The number one team in women’s hoops pummeled the number two. The UConn Huskies routed second-ranked Stanford 80-68 in Hartford Wednesday night behind Maya Moore’s 23 points. Connecticut won its 49th straight game and improved to 10-0 on the season. Last season’s semifinal rematch with the Cardinal proved to be no match. Stanford suffered their first loss despite double digit games from Nnemkadi Ogwumike and Kayla Pedersen. The teams traded baskets throughout the first half. Stanford shot 57% from the field in the half to go up 40-38 at the break. It was the first time since 2008 the Huskies found themselves down at halftime. UConn trailed by two early in the second half before Geno Auriemma’s top-ranked Huskies went on an eleven minute 30-6 run.
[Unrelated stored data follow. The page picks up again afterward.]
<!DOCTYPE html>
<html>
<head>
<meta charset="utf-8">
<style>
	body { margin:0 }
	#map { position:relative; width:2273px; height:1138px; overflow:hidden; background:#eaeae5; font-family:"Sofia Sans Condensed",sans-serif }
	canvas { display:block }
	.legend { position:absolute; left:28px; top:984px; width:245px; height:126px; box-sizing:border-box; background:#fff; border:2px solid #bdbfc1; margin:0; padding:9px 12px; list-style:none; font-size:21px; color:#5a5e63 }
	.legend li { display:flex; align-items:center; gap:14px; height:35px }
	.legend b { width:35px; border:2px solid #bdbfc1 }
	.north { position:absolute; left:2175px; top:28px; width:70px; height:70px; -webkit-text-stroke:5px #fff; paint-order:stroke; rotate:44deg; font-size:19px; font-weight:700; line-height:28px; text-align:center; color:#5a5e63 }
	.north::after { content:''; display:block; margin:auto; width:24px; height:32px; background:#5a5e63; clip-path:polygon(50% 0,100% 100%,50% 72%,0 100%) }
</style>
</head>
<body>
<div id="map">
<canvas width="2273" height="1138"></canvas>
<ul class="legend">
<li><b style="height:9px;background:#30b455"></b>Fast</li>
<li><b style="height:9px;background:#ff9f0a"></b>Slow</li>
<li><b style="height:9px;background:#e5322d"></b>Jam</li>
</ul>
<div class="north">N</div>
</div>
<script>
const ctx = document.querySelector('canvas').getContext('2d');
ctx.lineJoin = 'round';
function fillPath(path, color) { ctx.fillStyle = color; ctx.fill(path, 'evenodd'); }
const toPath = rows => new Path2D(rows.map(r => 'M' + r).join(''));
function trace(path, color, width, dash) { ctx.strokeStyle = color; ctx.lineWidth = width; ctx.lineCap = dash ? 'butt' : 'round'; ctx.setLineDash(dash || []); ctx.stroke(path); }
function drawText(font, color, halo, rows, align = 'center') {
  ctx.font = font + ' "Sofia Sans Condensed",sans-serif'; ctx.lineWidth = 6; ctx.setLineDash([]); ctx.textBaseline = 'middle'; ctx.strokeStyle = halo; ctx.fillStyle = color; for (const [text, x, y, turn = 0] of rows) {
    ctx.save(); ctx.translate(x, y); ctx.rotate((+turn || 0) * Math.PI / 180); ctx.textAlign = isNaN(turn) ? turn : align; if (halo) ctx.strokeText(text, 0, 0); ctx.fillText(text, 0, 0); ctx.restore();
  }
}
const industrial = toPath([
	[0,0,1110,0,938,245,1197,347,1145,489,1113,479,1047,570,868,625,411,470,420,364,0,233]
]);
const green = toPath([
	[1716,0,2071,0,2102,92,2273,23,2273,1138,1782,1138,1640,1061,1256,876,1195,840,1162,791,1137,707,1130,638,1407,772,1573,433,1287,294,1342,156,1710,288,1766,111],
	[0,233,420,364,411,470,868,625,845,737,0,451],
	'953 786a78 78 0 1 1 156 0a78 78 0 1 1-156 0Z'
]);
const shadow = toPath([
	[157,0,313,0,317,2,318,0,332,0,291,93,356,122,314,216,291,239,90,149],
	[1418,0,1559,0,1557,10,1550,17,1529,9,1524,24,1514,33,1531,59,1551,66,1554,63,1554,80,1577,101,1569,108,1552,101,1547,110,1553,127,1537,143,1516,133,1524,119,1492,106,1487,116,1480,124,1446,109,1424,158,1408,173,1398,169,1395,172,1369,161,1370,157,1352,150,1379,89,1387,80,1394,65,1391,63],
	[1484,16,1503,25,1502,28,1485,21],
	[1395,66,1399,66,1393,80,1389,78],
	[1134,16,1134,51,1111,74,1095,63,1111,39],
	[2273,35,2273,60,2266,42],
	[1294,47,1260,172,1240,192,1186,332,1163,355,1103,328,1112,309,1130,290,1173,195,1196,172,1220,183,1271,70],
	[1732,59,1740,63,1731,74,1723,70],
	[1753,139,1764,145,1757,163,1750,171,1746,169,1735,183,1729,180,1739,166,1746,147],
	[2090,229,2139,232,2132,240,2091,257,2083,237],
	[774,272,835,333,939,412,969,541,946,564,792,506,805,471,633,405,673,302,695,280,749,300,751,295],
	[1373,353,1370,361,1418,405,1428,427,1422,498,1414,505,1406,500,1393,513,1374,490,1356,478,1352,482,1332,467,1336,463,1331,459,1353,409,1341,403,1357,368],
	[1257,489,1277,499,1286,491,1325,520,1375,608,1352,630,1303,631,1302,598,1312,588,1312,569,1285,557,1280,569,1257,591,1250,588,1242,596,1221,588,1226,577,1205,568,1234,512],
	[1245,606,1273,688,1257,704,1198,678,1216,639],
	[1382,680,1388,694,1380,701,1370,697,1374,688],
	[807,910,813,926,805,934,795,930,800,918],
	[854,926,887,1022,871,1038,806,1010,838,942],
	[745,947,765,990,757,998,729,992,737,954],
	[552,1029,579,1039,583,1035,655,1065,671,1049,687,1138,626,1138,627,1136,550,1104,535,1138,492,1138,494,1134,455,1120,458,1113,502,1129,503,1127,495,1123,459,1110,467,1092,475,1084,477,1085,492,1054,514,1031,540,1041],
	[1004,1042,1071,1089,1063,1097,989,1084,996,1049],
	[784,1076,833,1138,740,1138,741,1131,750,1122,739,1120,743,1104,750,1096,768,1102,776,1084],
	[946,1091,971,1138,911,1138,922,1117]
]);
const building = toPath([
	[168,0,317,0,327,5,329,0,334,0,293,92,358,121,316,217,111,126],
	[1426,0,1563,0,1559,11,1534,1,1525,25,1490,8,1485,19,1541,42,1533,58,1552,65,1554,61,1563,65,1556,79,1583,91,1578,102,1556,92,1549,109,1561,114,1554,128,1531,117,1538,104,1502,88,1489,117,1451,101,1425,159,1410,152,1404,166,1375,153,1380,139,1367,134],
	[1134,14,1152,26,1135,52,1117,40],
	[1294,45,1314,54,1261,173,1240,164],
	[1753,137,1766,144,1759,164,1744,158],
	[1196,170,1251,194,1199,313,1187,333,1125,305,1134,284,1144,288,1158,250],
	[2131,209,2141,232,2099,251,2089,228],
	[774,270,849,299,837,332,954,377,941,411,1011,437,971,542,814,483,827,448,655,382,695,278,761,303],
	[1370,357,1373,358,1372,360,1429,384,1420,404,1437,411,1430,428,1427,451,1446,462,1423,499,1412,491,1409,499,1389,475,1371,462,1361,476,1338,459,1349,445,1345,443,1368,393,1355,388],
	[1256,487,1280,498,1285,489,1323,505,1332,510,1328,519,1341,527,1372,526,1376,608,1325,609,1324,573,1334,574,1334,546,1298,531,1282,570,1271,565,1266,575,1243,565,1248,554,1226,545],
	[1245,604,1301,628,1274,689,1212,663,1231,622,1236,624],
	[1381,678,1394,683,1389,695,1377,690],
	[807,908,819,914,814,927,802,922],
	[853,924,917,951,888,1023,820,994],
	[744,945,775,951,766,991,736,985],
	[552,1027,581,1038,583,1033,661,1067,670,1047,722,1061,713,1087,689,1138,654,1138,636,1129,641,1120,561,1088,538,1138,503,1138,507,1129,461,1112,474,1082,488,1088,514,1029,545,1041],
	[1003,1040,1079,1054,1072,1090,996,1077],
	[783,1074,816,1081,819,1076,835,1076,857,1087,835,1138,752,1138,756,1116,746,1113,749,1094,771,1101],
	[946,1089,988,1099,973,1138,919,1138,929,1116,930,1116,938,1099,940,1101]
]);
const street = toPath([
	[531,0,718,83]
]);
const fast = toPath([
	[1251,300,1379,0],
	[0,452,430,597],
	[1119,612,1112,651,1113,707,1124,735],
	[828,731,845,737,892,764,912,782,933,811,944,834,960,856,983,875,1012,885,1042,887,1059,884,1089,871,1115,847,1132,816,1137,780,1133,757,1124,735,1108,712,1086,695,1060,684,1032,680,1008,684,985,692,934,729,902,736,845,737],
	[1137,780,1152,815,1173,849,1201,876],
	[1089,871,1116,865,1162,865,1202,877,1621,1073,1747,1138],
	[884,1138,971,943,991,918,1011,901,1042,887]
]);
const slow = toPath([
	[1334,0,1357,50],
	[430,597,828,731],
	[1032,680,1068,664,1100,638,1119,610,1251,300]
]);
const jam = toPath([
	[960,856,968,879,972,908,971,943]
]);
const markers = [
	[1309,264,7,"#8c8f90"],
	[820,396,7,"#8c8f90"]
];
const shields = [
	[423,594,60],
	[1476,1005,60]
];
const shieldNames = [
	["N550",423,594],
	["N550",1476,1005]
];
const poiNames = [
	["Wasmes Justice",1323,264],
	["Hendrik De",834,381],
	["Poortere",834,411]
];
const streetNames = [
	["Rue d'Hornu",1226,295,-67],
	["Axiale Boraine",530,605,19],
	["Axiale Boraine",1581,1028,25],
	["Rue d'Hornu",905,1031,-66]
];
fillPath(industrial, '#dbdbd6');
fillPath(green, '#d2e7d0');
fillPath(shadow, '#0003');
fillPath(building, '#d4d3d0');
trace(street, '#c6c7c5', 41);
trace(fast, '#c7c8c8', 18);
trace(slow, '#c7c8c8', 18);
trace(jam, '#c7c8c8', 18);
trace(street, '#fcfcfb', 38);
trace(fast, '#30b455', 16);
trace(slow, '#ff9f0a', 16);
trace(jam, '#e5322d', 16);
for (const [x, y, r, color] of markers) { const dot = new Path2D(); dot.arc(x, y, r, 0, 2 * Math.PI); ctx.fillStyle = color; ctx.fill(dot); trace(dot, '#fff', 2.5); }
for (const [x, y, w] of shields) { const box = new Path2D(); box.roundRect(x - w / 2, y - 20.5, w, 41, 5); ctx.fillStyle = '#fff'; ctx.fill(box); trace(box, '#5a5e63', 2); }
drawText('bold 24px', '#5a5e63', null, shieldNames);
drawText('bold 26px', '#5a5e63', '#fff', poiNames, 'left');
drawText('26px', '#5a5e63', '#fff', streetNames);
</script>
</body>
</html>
UConn upheld a 22 point lead with just over five minutes in the game and never looked back.
Finally, the baseball umpire deal. Major League Baseball’s men in stripes (no, not pinstripes) reached a five-year labor contract agreement Wednesday. The deal could give umpires the chance to work World Series games in consecutive years. The contract runs through December 2014 and is subject to ratification next month. Management sought increased flexibility on postseason assignments following a series of missed playoff calls. The new deal will lift the prohibition of umps working World Series games in consecutive seasons if the union and owners agree.

Parting Points: Have a merry Christmas everybody!